*** INPUT MATERIAL ***

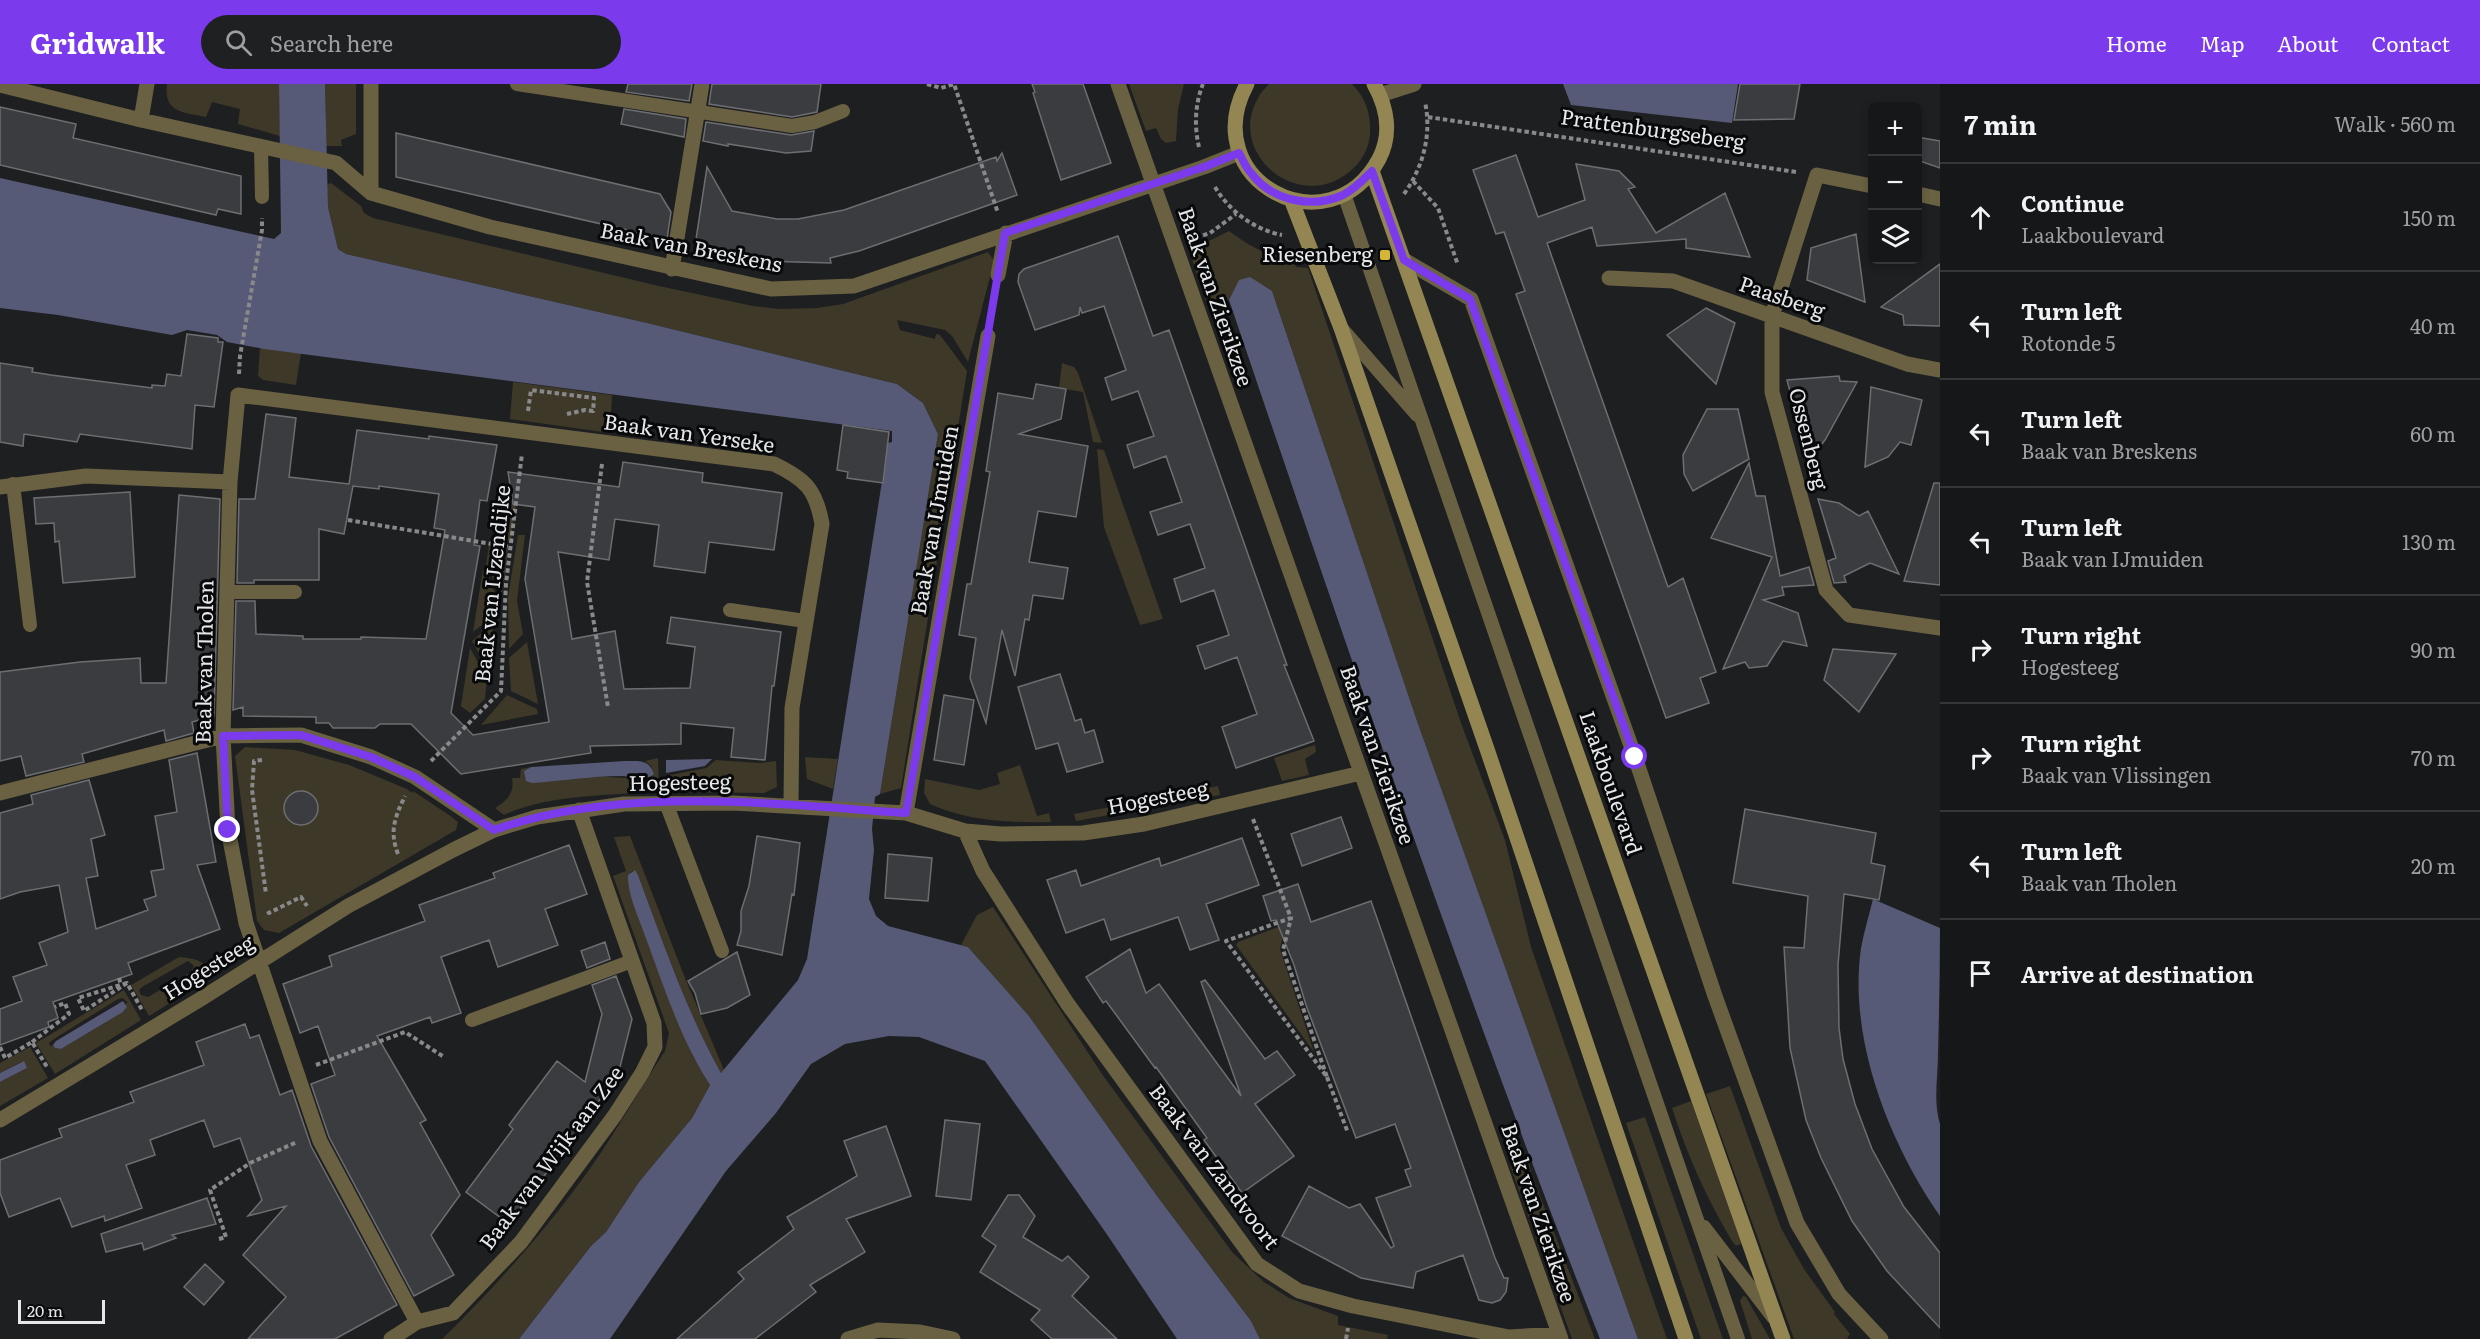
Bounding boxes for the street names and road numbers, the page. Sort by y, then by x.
street label: Prattenburgseberg [1559,99,1748,156]
street label: Baak van Zierikzee [1172,202,1263,390]
street label: Baak van Breskens [598,213,785,278]
street label: Paasberg [1736,266,1830,325]
street label: Ossenberg [1783,384,1838,493]
street label: Baak van Yerseke [602,404,777,459]
street label: Baak van IJmuiden [901,422,964,617]
street label: Baak van IJzendijke [465,483,516,684]
street label: Baak van Tholen [186,580,219,744]
street label: Baak van Zierikzee [1334,660,1425,848]
street label: Laakboulevard [1573,706,1652,858]
street label: Hogesteeg [628,764,732,797]
street label: Hogesteeg [1104,770,1211,821]
street label: Hogesteeg [156,925,260,1006]
street label: Baak van Wijk aan Zee [470,1058,630,1255]
street label: Baak van Zandvoort [1143,1076,1289,1255]
street label: Baak van Zierikzee [1495,1118,1586,1306]

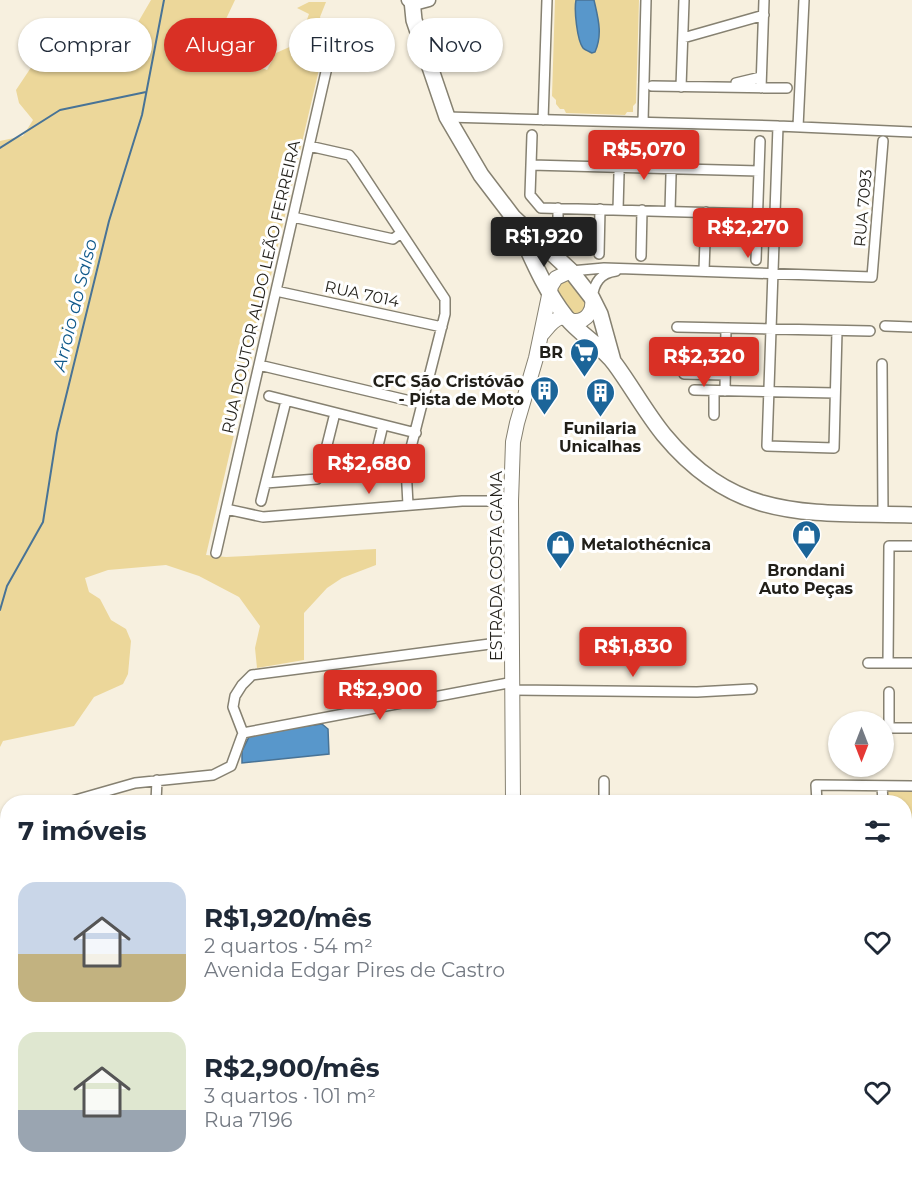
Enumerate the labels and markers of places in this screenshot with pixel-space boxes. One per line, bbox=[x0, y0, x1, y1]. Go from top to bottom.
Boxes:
pin: R$5,070 bbox=[589, 130, 699, 181]
pin: R$2,270 bbox=[693, 208, 803, 259]
pin: R$1,920 bbox=[489, 217, 599, 268]
supermarket icon: BR bbox=[568, 336, 600, 378]
pin: R$2,320 bbox=[649, 337, 759, 388]
place label: BR bbox=[539, 343, 563, 362]
place label: CFC São Cristóvão - Pista de Moto bbox=[373, 372, 524, 409]
building icon: CFC São Cristóvão - Pista de Moto bbox=[529, 374, 561, 416]
building icon: Funilaria Unicalhas bbox=[584, 376, 616, 418]
place label: Funilaria Unicalhas bbox=[559, 419, 642, 456]
pin: R$2,680 bbox=[314, 444, 424, 495]
shop icon: Brondani Auto Peças bbox=[790, 518, 822, 560]
shop icon: Metalothécnica bbox=[544, 528, 576, 570]
place label: Metalothécnica bbox=[581, 535, 711, 554]
place label: Brondani Auto Peças bbox=[758, 561, 854, 599]
pin: R$1,830 bbox=[578, 627, 688, 678]
pin: R$2,900 bbox=[325, 670, 435, 721]

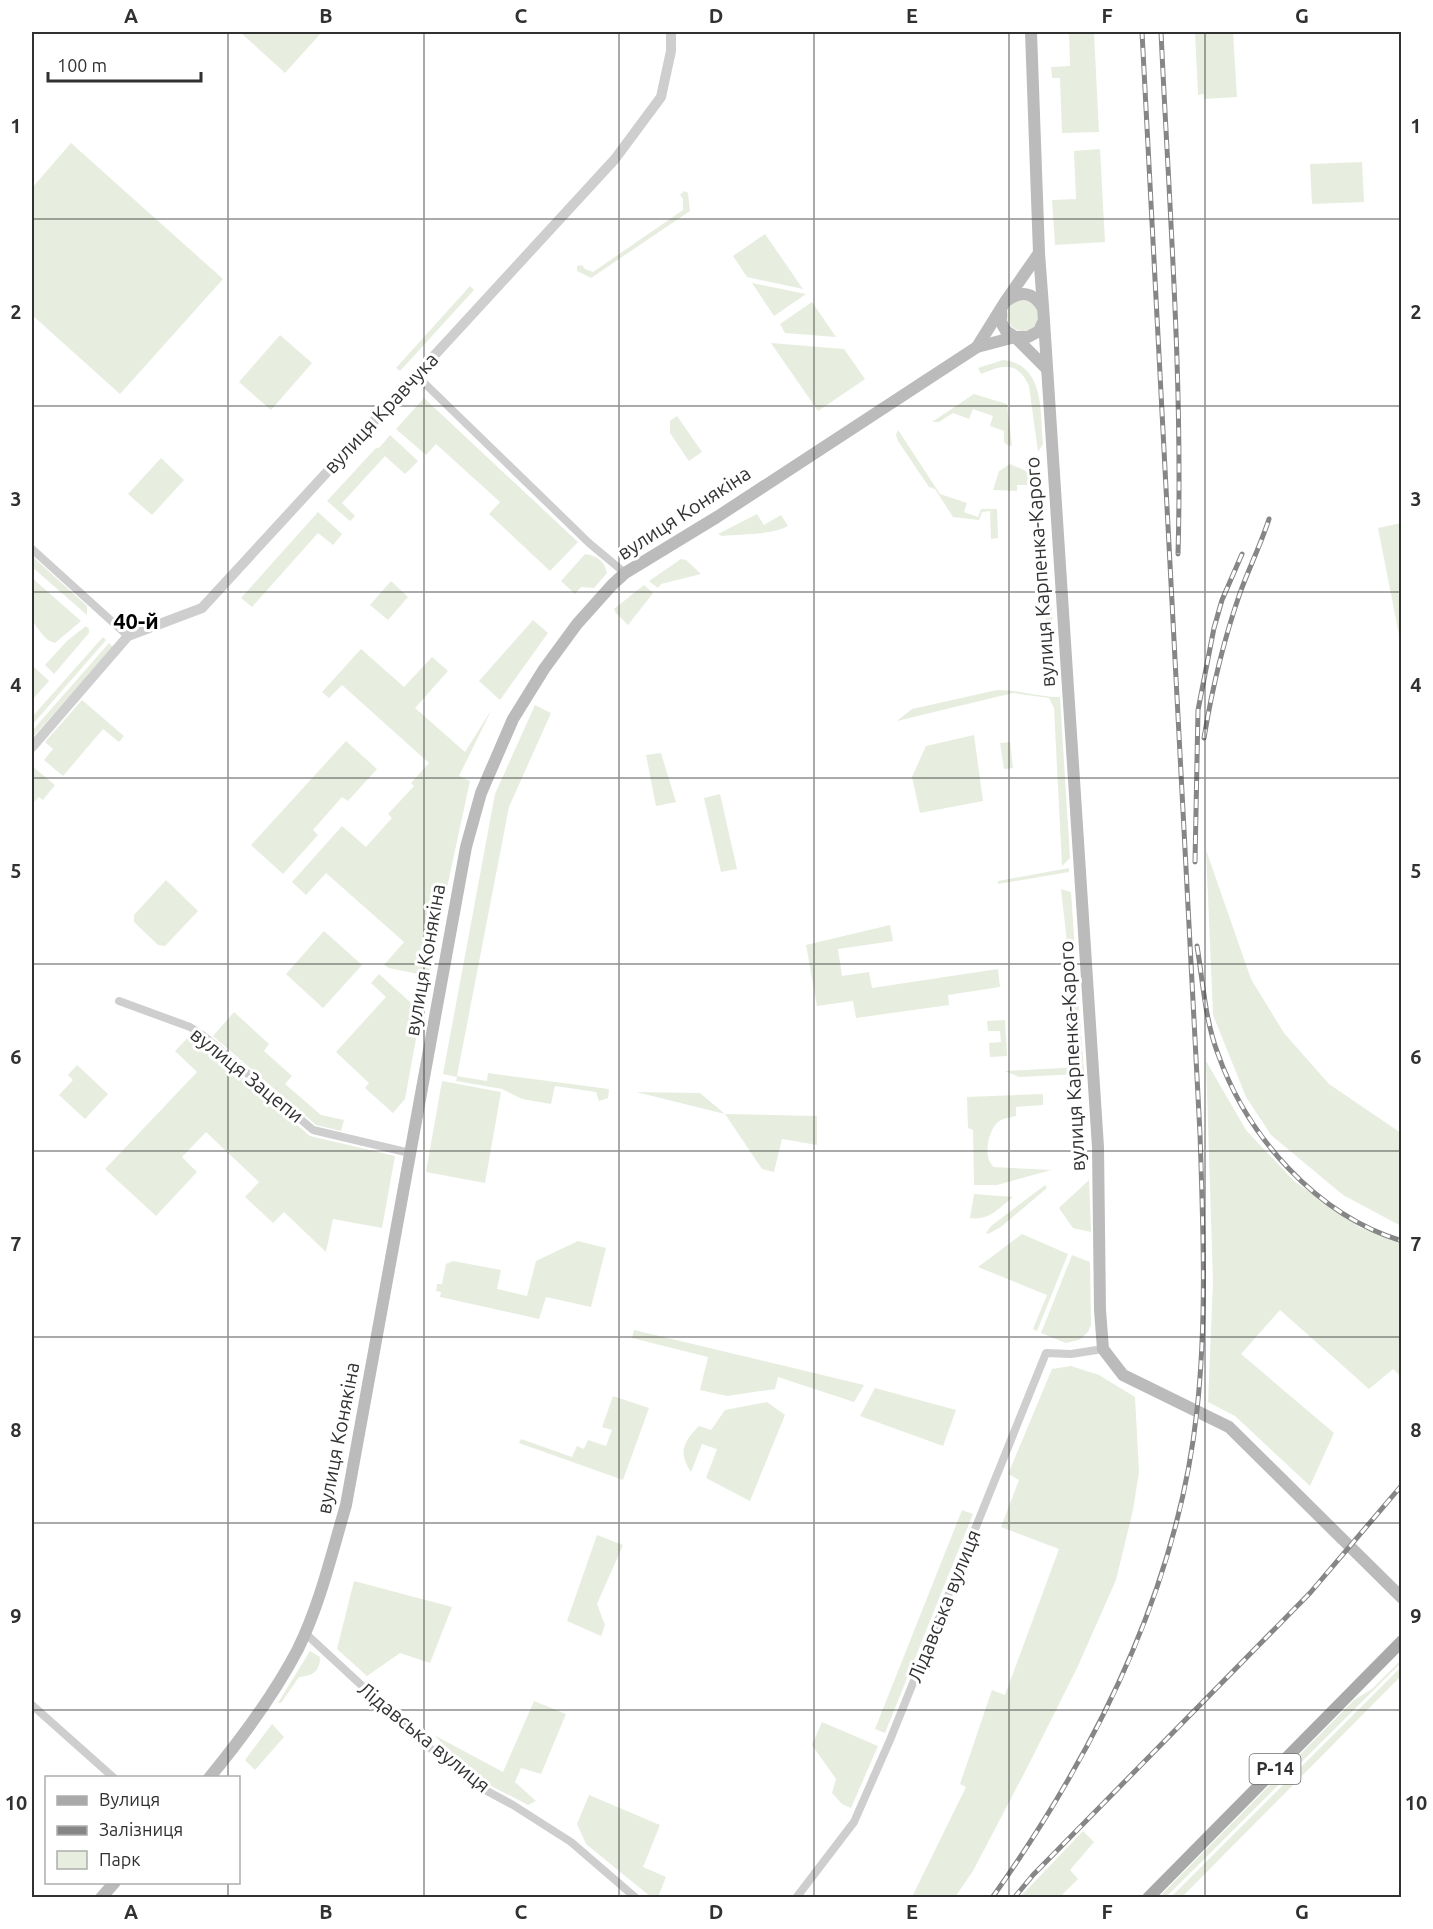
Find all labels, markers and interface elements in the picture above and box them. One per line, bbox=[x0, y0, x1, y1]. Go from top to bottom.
text: A bbox=[124, 4, 138, 27]
text: B bbox=[319, 4, 333, 27]
text: C bbox=[515, 4, 528, 27]
text: D bbox=[709, 4, 723, 27]
text: E bbox=[906, 4, 918, 27]
text: F bbox=[1101, 4, 1113, 27]
text: G bbox=[1295, 4, 1309, 27]
scale bar bbox=[48, 45, 201, 83]
text: 100 m bbox=[57, 55, 107, 75]
text: 1 bbox=[10, 114, 22, 137]
text: 1 bbox=[1410, 114, 1422, 137]
text: 2 bbox=[10, 300, 22, 323]
text: 2 bbox=[1410, 300, 1422, 323]
street label: вулиця Кравчука bbox=[319, 348, 442, 478]
street label: вулиця Карпенка-Карого bbox=[1020, 456, 1059, 688]
street label: вулиця Конякіна bbox=[613, 461, 755, 564]
text: 3 bbox=[10, 487, 22, 510]
text: 3 bbox=[1410, 487, 1422, 510]
district label: 40-й bbox=[113, 608, 159, 633]
text: 4 bbox=[10, 673, 22, 696]
text: 4 bbox=[1410, 673, 1422, 696]
text: 5 bbox=[10, 859, 22, 882]
text: 5 bbox=[1410, 859, 1422, 882]
street label: вулиця Конякіна bbox=[400, 882, 449, 1038]
street label: вулиця Карпенка-Карого bbox=[1054, 940, 1089, 1172]
street label: вулиця Зацепи bbox=[186, 1022, 308, 1127]
text: 6 bbox=[10, 1045, 22, 1068]
text: 6 bbox=[1410, 1045, 1422, 1068]
text: 7 bbox=[10, 1232, 22, 1255]
text: 7 bbox=[1410, 1232, 1422, 1255]
street label: вулиця Конякіна bbox=[312, 1360, 363, 1516]
text: 8 bbox=[10, 1418, 22, 1441]
text: 8 bbox=[1410, 1418, 1422, 1441]
street label: Лідавська вулиця bbox=[902, 1526, 985, 1686]
text: 9 bbox=[10, 1604, 22, 1627]
text: 9 bbox=[1410, 1604, 1422, 1627]
street label: Лідавська вулиця bbox=[354, 1676, 495, 1797]
road number: Р-14 bbox=[1250, 1754, 1300, 1784]
legend bbox=[45, 1776, 240, 1884]
text: Вулиця bbox=[99, 1789, 160, 1809]
text: 10 bbox=[5, 1791, 27, 1814]
text: 10 bbox=[1405, 1791, 1427, 1814]
text: Залізниця bbox=[99, 1819, 183, 1839]
text: Парк bbox=[99, 1849, 140, 1869]
text: A bbox=[124, 1900, 138, 1923]
text: B bbox=[319, 1900, 333, 1923]
text: C bbox=[515, 1900, 528, 1923]
text: D bbox=[709, 1900, 723, 1923]
text: E bbox=[906, 1900, 918, 1923]
text: F bbox=[1101, 1900, 1113, 1923]
text: G bbox=[1295, 1900, 1309, 1923]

***

◆ TASK REQUIREMENTS
For the material above, how many lines contain the word "Zierikzee"? Only the number should be given.

◆ ANSWER BELOW
3